*WHAT YOU WILL DO*
Could you copy every line in the listing below that has the word "tools"?

*DATA SHOWN*

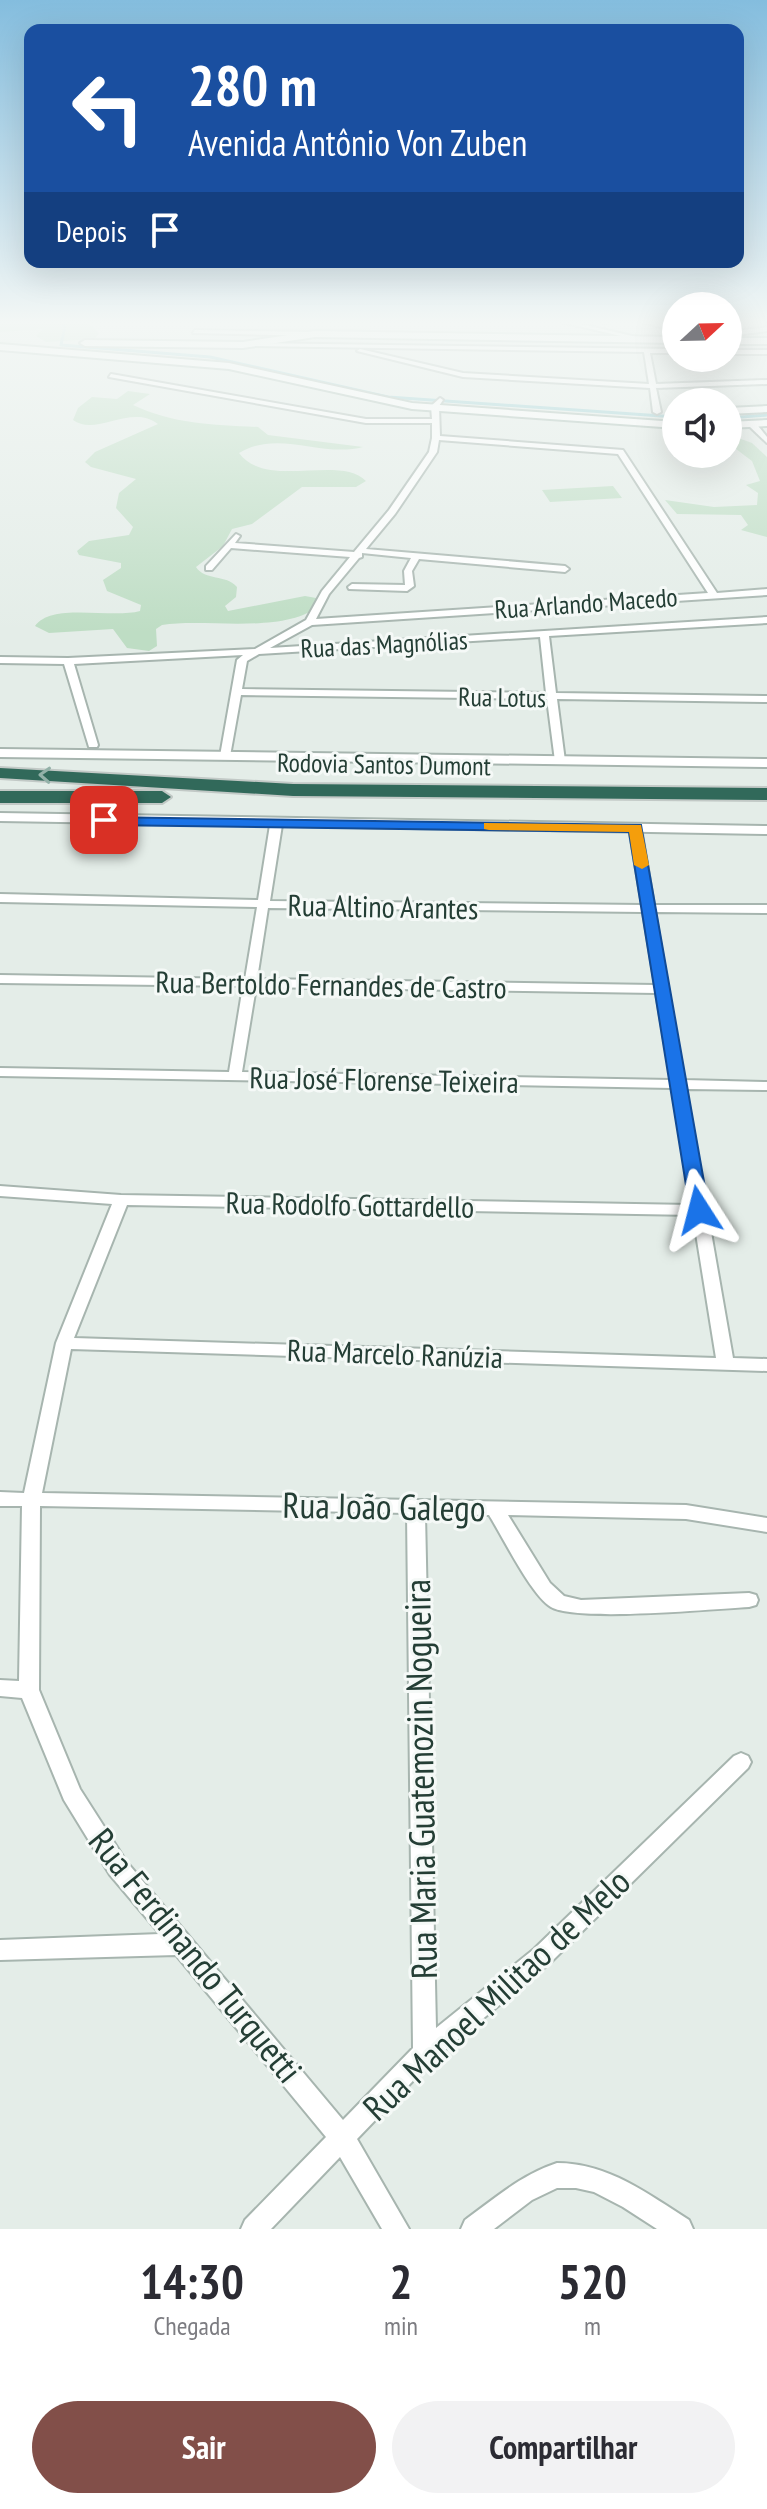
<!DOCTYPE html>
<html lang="pt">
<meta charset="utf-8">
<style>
:root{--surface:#fff;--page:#f2f2f3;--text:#2b2b33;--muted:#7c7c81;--accent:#824f49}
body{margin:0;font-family:"PT Sans Narrow",sans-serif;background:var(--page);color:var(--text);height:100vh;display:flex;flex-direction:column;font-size:30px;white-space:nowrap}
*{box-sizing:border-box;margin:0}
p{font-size:26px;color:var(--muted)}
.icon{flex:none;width:44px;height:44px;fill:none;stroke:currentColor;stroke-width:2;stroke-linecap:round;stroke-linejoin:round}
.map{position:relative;height:2229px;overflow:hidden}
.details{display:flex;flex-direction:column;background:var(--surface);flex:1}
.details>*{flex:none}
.banner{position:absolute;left:24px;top:24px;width:720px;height:244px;border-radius:16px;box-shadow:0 8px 32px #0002;background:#1a4fa0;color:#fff;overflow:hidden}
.needle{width:52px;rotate:68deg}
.tools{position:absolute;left:662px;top:292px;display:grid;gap:16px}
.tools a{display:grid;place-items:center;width:80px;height:80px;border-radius:50%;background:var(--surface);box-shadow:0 8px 32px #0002;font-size:40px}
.pin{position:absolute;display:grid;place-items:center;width:68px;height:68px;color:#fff;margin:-34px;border-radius:16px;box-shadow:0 4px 12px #0006}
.me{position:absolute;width:88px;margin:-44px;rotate:351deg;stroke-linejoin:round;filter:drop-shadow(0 0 6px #0008)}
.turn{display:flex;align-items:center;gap:28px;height:168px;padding:0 32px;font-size:36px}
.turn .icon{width:104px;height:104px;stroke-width:2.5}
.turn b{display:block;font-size:56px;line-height:68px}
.then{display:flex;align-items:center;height:76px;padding:0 32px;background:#0003;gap:16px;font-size:30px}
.eta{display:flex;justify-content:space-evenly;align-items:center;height:136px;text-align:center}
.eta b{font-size:48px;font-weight:700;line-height:56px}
.cta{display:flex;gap:16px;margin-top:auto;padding:16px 32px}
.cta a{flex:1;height:92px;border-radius:48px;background:var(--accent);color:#fff;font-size:32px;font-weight:700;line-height:92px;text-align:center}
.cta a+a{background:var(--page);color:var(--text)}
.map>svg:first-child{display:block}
.green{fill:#beddc4}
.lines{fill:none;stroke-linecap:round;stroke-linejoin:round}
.stream{stroke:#8fcacf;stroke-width:3}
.minor-casing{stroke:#a7b5af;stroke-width:4}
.tertiary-casing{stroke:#a7b5af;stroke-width:4}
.secondary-casing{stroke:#a3b8af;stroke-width:4}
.motorway-casing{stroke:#c2c9c6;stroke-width:4}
.minor{fill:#fff;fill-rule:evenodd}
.tertiary{fill:#fff;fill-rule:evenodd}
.secondary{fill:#fff;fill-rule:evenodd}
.motorway{fill:#31695a;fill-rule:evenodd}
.oneway{stroke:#93b1a8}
.route{fill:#1a73e8;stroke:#114b97;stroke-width:2}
.slow{fill:#f59e0b}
.labels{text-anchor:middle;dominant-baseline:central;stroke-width:6;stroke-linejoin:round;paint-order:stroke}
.far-street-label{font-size:26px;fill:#243e35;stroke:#f5f9f7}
.street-label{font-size:30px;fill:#243e35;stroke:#f5f9f7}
.near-street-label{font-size:36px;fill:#243e35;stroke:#f5f9f7}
</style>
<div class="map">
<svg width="767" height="2229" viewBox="0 0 767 2229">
<rect width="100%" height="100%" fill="#e4ede8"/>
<path class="green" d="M0,321h86l13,12 -4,6 -49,3 -10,-6 7,-7 -43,3z
M128,391l22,3 -17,11c40,19 81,20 125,22l10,8 95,12c-41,11 -85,-18 -124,6 27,37 101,1 127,28l-10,6h-54l-50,37 -20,5 -9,17 -27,21c9,14 30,7 41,20l-1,10 -11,9 3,5 77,-15 11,2 4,7c-35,30 -114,13 -158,20l-6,4 1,17 -8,5 -22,-3 -14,-19 -64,4 -14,-7c17,-24 76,-7 105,-15l1,-6 -34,-14 -4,-11 18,-12v-5l-42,-8 -2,-4 12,-10 40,-6 4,-8 -17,-19 3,-15 17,-14 -45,-12 -6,-5 10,-10 63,-28c-27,-21 -62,13 -85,-4l5,-12 14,-11 25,2z
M741,439l11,4 15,14v80l-26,-7 7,-5 -7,-10 -64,-1 -12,-14 49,7 43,-2 1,-12 -12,-8 14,-4 -8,-20 -24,-18z
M613,486l9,12 -72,4 -8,-12z"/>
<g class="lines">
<path class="stream" d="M56,321l9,5 -4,19 149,12 178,40 288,20
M728,418l39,-3"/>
<g class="minor-casing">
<path id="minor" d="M557,321h11l77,18 -3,2z
M600,321h18l-15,2z
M639,321h11l26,6v4z
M767,327v4l-39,5v-4z
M195,330l120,2 3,2 -3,2 -122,-3z
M248,343l428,6v4h-26l6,31 111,-4v4l-111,4 5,24 -4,2 -4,-2 -3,-24 -187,-11 -106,-26 3,-2 103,24 186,11 -5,-32 -398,-6z
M728,350h39v4h-39z
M111,374l255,45h66l-1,-13 9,-8 3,2 -4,6 1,30 183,14 94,143 50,-4v6l-455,30 -42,23 497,-31v6l-218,13 7,57 211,3v6l-210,-3 8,62 -5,3 -5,-3 -8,-62 -306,-4 -11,61 -5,3 -5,-3 17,-96 6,-5 -169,9 24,81 -1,2h-8l-25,-83 -64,-1v-6l68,1 187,-9 51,-29 16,-29 28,-34 -119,-9 -19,22h-6v-4l30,-32 4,2 -5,7 119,9 35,-42 40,-58 3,-14v-15h-66l-257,-46zM439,440l179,14 90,139 -392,26 13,-25 30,-36 3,-1v-4l49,5 -7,13 1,14 -53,-1 -4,3 1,2 58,2 7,-5 -2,-15 7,-12 146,13 4,-3 -4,-3 -199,-17 29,-35 42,-62zM540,637l6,56 -304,-4 5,-28 12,-7z
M749,422h6l12,15v6l-18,-17z
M276,822l6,3 -12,76 372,4 -13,-77 6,-3 6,3 13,77h113v8l-112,-1 29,168 83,2v8l-81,-1 47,269 34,1v12l-696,-22 -29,144 644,12 81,13v14l-81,-13 -178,-4 42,68 14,13 17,4 168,-7 7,2 2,5 -2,5 -7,2c-36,2 -173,15 -198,0 -20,-12 -48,-70 -62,-92l-64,-1 11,514 98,-79 200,-193 7,-3 7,3 3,6 -3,6 -198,195 -117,97 -76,79 52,90h-27l-42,-72 -69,72h-30l4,-9 81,-83 -150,-182 -176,5v-20l160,-6 -50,-59 -46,-75 -42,-102 -22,-2v-16l19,1 3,-175h-22v-14l24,1 32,-150 56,-139 -112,-8v-10l121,9 570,10 -19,-117 -672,-12v-8l229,4 14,-86 -243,-3v-8l245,4 12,-72 -257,-5v-8l258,6 12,-75zM268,908l375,4 12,73 -398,-6zM256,987l400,6 15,87 -429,-8zM127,1205l566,10 23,143 -642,-20zM40,1506l367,7 6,535 -70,72 -217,-259 -46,-72 -41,-99z
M557,2163c51,0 91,31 132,57l4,9h-36l-34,-22 -29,-15 -18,-4h-19l-25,12 -38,29h-33l4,-9c30,-22 56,-45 92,-57z"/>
</g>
<g class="tertiary-casing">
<path id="tertiary" d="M0,749l767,10v8l-767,-10z
M0,813l767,13v8l-767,-13z"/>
</g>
<g class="secondary-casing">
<path id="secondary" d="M315,331l361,6v6l-361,-6 -72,11 -158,-2 -5,-3 5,-3 158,2z
M728,338h39v6h-39z
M0,344l229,19 183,40 264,19v6l-264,-19 -183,-40 -229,-19z
M767,406v6l-39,2v-6z
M767,420v6l-39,2v-6z"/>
</g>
<g class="motorway-casing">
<path id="motorway" d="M0,768l293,16 474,4v12l-474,-4 -293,-18z
M0,791h162l9,6 -9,6h-162z"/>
</g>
<use href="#minor" class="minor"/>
<use href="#tertiary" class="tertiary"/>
<use href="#secondary" class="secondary"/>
<use href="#motorway" class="motorway"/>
</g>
<defs><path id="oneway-chevron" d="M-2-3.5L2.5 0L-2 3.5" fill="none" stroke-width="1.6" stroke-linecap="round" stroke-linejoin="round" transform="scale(2)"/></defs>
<use class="oneway" href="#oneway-chevron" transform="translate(45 775) rotate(-177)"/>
<linearGradient id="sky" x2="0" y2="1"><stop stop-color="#84bdde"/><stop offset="0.51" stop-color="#f3f7f5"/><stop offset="1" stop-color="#f3f7f5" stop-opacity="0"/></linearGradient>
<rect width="767" height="633" fill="url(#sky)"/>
<path class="route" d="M99,817l542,8 68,385 -10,6 -9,-6 -61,-378 -525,-7 -8,-5z"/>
<path class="slow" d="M484,823l157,2 8,40 -7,4 -8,-4 -5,-33 -140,-2 -5,-1z"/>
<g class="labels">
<g class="far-street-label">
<text transform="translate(586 603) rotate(-4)">Rua Arlando Macedo</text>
<text transform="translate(384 644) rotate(-3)">Rua das Magnólias</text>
<text transform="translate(502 697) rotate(1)">Rua Lotus</text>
<text transform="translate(384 764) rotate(1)">Rodovia Santos Dumont</text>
</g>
<g class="street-label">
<text transform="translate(383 906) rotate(1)">Rua Altino Arantes</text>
<text transform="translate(331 984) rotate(1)">Rua Bertoldo Fernandes de Castro</text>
<text transform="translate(384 1079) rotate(1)">Rua José Florense Teixeira</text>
<text transform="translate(350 1204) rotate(1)">Rua Rodolfo Gottardello</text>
<text transform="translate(395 1353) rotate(2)">Rua Marcelo Ranúzia</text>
</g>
<g class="near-street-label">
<text transform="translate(384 1506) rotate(1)">Rua João Galego</text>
<text transform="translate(420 1779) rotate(-91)">Rua Maria Guatemozin Nogueira</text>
<text transform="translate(196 1955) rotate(51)">Rua Ferdinando Turquetti</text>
<text transform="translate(496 1994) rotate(-43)">Rua Manoel Militao de Melo</text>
</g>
</g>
</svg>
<div class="tools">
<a><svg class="needle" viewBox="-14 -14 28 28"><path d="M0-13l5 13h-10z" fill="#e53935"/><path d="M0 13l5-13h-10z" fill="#7c7c81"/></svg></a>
<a><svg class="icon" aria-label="sound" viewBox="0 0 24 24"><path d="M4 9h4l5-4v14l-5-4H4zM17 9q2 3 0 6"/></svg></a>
</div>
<div class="pin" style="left:104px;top:820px;background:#d93025"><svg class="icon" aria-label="arrive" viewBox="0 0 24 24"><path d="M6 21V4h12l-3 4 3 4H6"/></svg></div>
<svg class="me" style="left:699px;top:1210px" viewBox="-20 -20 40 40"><path d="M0-17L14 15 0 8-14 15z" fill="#1a73e8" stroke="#fff" stroke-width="4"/></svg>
<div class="banner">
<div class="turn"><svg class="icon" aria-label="left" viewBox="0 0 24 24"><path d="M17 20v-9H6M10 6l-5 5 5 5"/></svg><div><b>280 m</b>Avenida Antônio Von Zuben</div></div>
<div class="then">Depois<svg class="icon" aria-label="arrive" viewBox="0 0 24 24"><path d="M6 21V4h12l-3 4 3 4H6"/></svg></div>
</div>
</div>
<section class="details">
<div class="eta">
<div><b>14:30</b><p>Chegada</p></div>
<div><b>2</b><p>min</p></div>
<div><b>520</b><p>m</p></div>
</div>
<div class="cta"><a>Sair</a><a>Compartilhar</a></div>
</section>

*TASK ANSWER*
.tools{position:absolute;left:662px;top:292px;display:grid;gap:16px}
.tools a{display:grid;place-items:center;width:80px;height:80px;border-radius:50%;background:var(--surface);box-shadow:0 8px 32px #0002;font-size:40px}
<div class="tools">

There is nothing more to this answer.